The tower has three stages, with angle buttresses that incorporate ashlar offsets and gablets. A doorway is set in the east side, topped by a hoodmould. Above this are two tall lancet windows, followed by a blind panel of four cusped openings and embattled band. A tall, two-light window with leaded lights and two orders of colonnettes in the jambs is positioned above, flanked by attached octagonal turrets with crocketed spirelets. The octagonal ashlar spire is topped with string courses below and above lucarnes, and a weathervane. The entrance gable to the right is set back and features an angle buttress rising as an octagonal pinnacle. Paired doorways are set within gabled projections, flanked by pinnacled buttresses and granite colonnettes to the pointed arches. Double doors have overlights with cusped panels, and the gables have Tudor-flower ornament and finials. Two string courses run beneath a five-light window to the main gable. A lower, stepped four-light window is present, along with a projecting sill with carved ends and a shared hoodmould. Gable copings are topped with a finial. A lower, two-storey apsidal projection to the right has a door with a hoodmould, a string course with a buttress rising from it, and small, two-light windows, topped with an ashlar parapet featuring ogee-headed panels. The side walls of the nave have buttresses between bays and string courses below and above paired aisle windows. There are three-light gallery windows with hoodmoulds, and transepts feature two two-light windows beneath four-light gallery windows. The chancel has a four-light altar window flanked by angled single lights. A stair projection is located on the north side.

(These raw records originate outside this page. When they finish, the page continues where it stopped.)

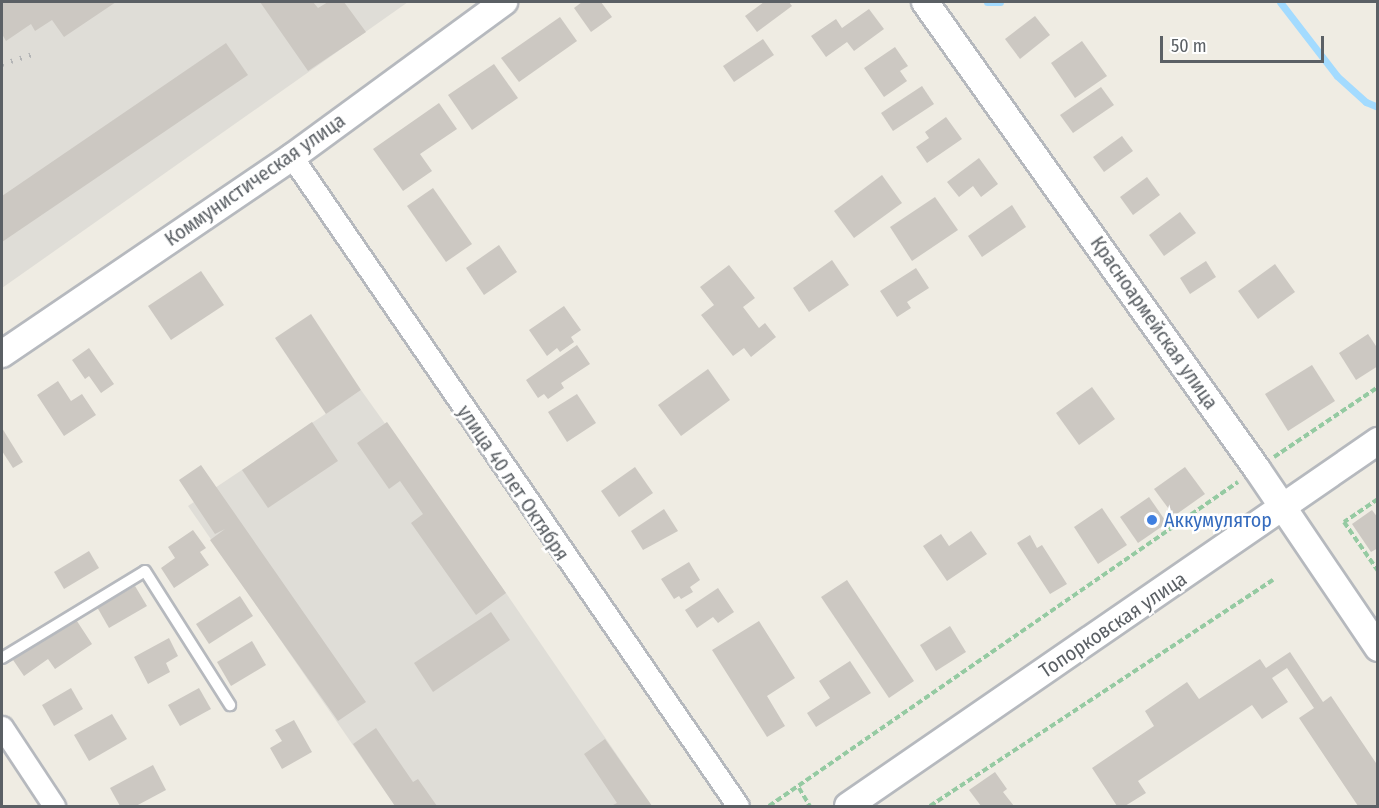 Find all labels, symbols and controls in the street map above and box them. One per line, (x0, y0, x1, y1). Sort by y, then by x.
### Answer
scale bar (1163, 24, 1326, 62)
text: 50 m (1171, 35, 1207, 57)
street label: Коммунистическая улица (160, 109, 350, 251)
street label: Красноармейская улица (1085, 232, 1223, 414)
street label: улица 40 лет Октября (452, 401, 574, 565)
place label: Аккумулятор (1164, 508, 1272, 532)
marker: Аккумулятор (1145, 513, 1159, 527)
street label: Топорковская улица (1035, 567, 1191, 683)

The interior is well preserved and includes a gallery on three sides of the nave, continuous across the transepts, supported by cast-iron columns. A coved ceiling is present on the side galleries, and bow-string trusses span the nave. The church contains pine pews and a gallery balustrade. Art Nouveau electroliers illuminate the main body of the nave, with matching fittings in the aisles and galleries. Also present are an oak font and pulpit, along with oak chancel fittings with traceried panelling to the rear of the choir stalls. The altar window is by S. Evans of Smethick (1903). The meeting room below the chancel has two Art Nouveau fireplaces. Competition details for the design were reported in the Rotherham Advertiser on May 3rd, 1902, page 5.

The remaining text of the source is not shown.